Pope Francis marks 10 years as head of the Roman Catholic Church on Monday, celebrating a Mass with cardinals at the Vatican’s Santa Marta chapel, where he has lived since his election.
Francis, 86, born in Argentina, became history’s first Latin American pontiff on March 13, 2013, succeeding Benedict XVI, the first pope in six centuries to resign.
“It feels like yesterday,” he said in a Vatican News podcast broadcast on Monday. “The time flies.”
When it was taped at his residence on Sunday, he asked, “What is a podcast?” according to Vatican News reporter Salvatore Cernuzio. When it was explained he said “Cool. Let’s go”.

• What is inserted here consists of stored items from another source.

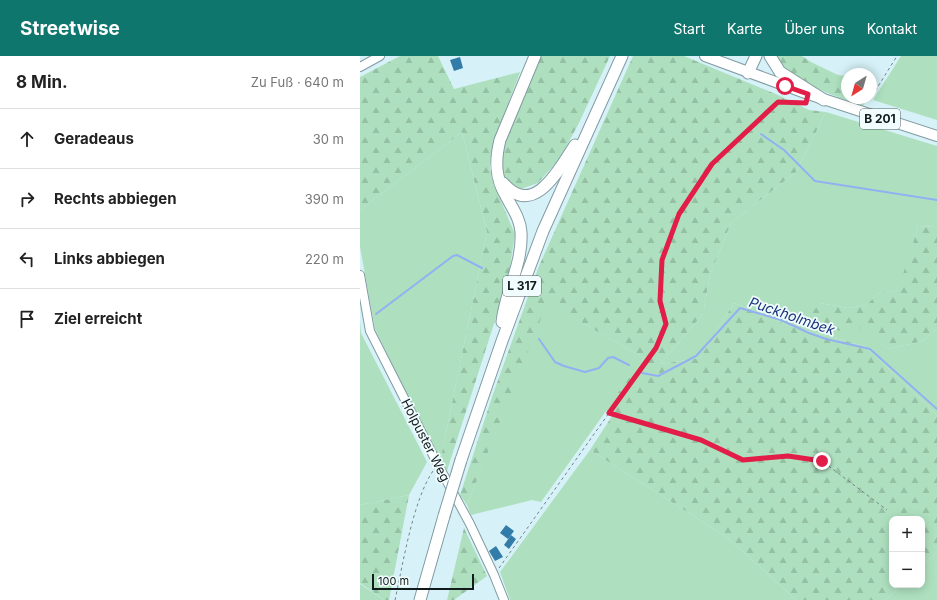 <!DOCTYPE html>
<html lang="de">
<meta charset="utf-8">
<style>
:root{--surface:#fff;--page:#f6f6f6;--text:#222;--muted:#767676;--line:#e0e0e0;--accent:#0f766e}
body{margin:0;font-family:Inter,sans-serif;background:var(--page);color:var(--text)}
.controls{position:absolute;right:12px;bottom:12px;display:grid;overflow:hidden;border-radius:8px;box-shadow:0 2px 10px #0003}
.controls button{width:36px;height:36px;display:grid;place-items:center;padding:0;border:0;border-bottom:1px solid var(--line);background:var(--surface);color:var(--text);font:20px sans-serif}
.compass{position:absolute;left:481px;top:12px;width:36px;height:36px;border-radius:50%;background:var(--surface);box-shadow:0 2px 10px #0003;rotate:217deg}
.scale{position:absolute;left:12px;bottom:10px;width:102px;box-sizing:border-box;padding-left:4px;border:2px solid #111b1d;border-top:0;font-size:11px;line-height:14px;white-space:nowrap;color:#111b1d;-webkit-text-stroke:3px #f1fcfe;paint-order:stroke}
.stop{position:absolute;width:12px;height:12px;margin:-9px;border:3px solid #e11d48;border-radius:50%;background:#fff}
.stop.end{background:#e11d48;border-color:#fff;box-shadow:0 1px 4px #0008}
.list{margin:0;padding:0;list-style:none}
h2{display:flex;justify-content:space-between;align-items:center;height:52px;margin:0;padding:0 16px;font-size:17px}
h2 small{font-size:13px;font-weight:400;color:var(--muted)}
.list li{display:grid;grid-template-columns:26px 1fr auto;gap:12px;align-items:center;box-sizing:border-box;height:60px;padding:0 16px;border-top:1px solid var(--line)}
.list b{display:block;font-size:15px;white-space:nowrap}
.list em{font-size:13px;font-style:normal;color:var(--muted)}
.icon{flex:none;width:22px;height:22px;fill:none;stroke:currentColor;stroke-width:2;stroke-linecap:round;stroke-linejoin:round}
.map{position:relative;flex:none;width:577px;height:544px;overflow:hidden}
header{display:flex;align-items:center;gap:24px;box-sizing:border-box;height:56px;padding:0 20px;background:var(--accent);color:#fff}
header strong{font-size:19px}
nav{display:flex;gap:22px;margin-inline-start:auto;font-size:14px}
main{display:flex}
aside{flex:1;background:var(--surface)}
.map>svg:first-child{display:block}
.green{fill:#aee0bf}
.forest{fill:url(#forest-firs)}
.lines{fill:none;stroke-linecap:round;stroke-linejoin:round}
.stream{stroke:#93b0f2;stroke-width:2}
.building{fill:#317ca9}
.minor-casing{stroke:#819ba1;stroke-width:10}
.major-casing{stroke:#819ba1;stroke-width:12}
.highway-casing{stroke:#819ba1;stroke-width:13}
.path{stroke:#728589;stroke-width:1;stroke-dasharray:3 3;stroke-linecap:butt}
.minor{stroke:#fff;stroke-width:8}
.major{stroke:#fff;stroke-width:10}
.highway{stroke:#fff;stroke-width:11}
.highway-bridge-casing{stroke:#819ba1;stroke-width:13;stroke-linecap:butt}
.highway-bridge{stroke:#fff;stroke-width:11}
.route{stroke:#e11d48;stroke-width:5}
.labels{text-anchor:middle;stroke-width:3.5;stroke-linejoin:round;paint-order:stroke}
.shield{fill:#f1fcfe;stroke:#545e60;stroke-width:1}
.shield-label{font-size:12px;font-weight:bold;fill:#111b1d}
.street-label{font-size:13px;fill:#111b1d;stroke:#f1fcfe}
.water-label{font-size:14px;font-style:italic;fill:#1a337d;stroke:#f1fcfe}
</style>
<header>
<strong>Streetwise</strong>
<nav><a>Start</a><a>Karte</a><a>Über uns</a><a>Kontakt</a></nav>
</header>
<main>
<aside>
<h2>8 Min.<small>Zu Fuß · 640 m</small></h2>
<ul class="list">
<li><svg class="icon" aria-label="ahead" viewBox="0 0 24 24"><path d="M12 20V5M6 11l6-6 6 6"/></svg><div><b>Geradeaus</b></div><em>30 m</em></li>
<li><svg class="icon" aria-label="right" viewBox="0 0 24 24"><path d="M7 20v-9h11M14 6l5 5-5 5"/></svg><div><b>Rechts abbiegen</b></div><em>390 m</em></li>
<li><svg class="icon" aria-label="left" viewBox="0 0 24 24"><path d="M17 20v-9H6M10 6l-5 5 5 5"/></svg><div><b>Links abbiegen</b></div><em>220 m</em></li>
<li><svg class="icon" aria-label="arrive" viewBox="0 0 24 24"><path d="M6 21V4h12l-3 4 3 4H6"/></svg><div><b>Ziel erreicht</b></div></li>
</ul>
</aside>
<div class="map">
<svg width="577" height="544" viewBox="0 0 577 544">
<defs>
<pattern id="forest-firs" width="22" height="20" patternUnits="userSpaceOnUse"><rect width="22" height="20" fill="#aee0bf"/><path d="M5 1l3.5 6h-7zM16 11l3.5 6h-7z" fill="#95c0a4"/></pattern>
</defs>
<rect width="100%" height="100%" fill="#d6f2f8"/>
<g class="green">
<path d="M541,0h36v64l-64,-20z"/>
<path d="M466,56l111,34v80l-19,1 -19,63 -22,4 -9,11 -20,3 -28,-5 33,19 36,27 34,-8 14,-13v87l-72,-69 -73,-19 -58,-24 -34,55 -40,6 43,-50 7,-39 21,-52 65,-51z"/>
<path d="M102,76l25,100 -47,230 -65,-133 -15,-82v-37z"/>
<path d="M186,246l98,56 -103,144 -9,-2 -61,15 -4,-10z"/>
<path d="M0,264l1,13 66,129 -18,33 -49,10z"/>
<path d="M230,394l138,88 68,62h-286l-10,-28z"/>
<path d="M577,496v48h-51l16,-15h20v-19z"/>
<path d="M0,528l24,16h-24z"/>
</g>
<g class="forest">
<path d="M40,0h38l16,33 66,-17 -25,67 -5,29 7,24 18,42 -7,46 -62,194 -6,-12 47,-230 -25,-100 -102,78v-133z"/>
<path d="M181,0h69l-31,67 -19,35 -22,25 -20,7 -11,-7 -5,-11 1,-27z"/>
<path d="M273,0h51l94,39 31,15 17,2 -30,60 -65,51 -21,52 -7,39 -43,50 40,-6 34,-55 58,24 73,19 72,69v137l-15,14v-47h-30v66h10l-16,15h-90l-68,-62 -138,-88 22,-34 -7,-6 39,-52 -97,-55 -80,202 -7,-10 33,-101 46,-128z"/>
<path d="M415,0h27l9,6 27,13 9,1v22h20l-4,8c-32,-12 -68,-21 -88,-50z"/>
<path d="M577,170v102l-14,13 -34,8 -36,-26 -10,9 -37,-12 14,-17 28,5 19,-3 10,-11 21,-4 20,-63z"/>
<path d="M49,439l-20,105h-5l-24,-17v-78z"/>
<path d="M104,472l23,48 -33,24h-7z"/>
</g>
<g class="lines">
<g class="stream">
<path d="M401,78l23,16 31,31 122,19"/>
<path d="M16,258l77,-58 4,-1 25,13"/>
<path d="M179,283l16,23 9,4 21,6 14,-4 9,-10 5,-1 16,8"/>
<path d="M282,317l16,3 38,-20 44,-48 41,12 28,13 17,6 44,10 67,60"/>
</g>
</g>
<g class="building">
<path d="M100,1l3,11 -9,3 -4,-11z"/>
<path d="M146,469l8,6 -6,8 -8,-6z"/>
<path d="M151,479l5,4 -7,10 -5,-4z"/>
<path d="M136,490l7,11 -8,4 -6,-10z"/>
</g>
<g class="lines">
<g class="minor-casing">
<g id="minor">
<path d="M0,11l20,-11"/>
<path d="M0,219l10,56 67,132 33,61 24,51 10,25"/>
</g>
</g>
<g class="major-casing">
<path id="major" d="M345,0l103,38 129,42"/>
</g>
<g class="highway-casing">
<g id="highway">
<path d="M410,0l10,16 44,28"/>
<path d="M388,17l8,-17"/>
<path d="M143,127c31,36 56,-14 72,-38"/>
<path d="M142,266c3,-30 21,-58 19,-90 -1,-14 -9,-24 -15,-36 -11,-18 -11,-36 -6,-56l35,-84"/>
<path d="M101,404l41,-119 41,-110 79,-175"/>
<path d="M60,544l24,-84"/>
</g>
</g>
<g class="path">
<path d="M512,40l25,-40"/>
<path d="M249,356l47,-64 10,-24 -6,-23 2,-41 17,-46 33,-50 66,-62 27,1"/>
<path d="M139,512l110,-155 92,27 42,20 45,-3 34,4 65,49"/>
<path d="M35,544c8,-36 18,-100 38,-129"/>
</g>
<use href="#minor" class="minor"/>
<use href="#major" class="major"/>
<use href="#highway" class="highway"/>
<g class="highway-bridge-casing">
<path id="highway-bridge" d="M84,460l17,-56"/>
</g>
<use href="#highway-bridge" class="highway-bridge"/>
</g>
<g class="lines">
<path class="route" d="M425,30l23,8 -2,9 -28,-1 -66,62 -33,50 -17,46 -2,41 6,23 -10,24 -47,65 92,27 42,20 45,-4 34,5"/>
</g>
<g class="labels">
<g class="shield">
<rect x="500" y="53" width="40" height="20" rx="3"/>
<rect x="143" y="220" width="38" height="20" rx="3"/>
</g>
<g class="shield-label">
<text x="520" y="67">B 201</text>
<text x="162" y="234">L 317</text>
</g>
<g class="street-label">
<text transform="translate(66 384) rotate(63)" y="5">Holpuster Weg</text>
</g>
<g class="water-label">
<text transform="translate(432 260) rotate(19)" y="5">Puckholmbek</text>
</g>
</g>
</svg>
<div class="controls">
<button>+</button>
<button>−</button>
</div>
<svg class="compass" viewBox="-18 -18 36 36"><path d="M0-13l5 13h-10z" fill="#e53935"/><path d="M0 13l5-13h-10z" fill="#767676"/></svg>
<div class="scale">100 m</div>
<div class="stop" style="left:425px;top:30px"></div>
<div class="stop end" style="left:462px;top:405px"></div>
</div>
</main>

Former cardinal Jorge Mario Bergoglio sought to project simplicity into the grand function and never took over the papal apartments in the Apostolic Palace used by his predecessors, saying he preferred to live in a communal setting for his “psychological health”.
He invited all the cardinals who are in Rome with him to Mass on Monday.
A persistent knee ailment has forced Francisco to alternate between a cane and a wheelchair, but he appears to be in generally good health.
You don’t run the Church with a knee, but with your head,” he reportedly told an aide after he began occasionally using a wheelchair in public for the first time last May.
Francis has said he would be ready to step down if serious health problems prevented him from managing the 1.38 billion-member church. But he also said he thought popes should try to stay in office for life and that being pope emeritus – as Benedict was – should not become a “fashion”.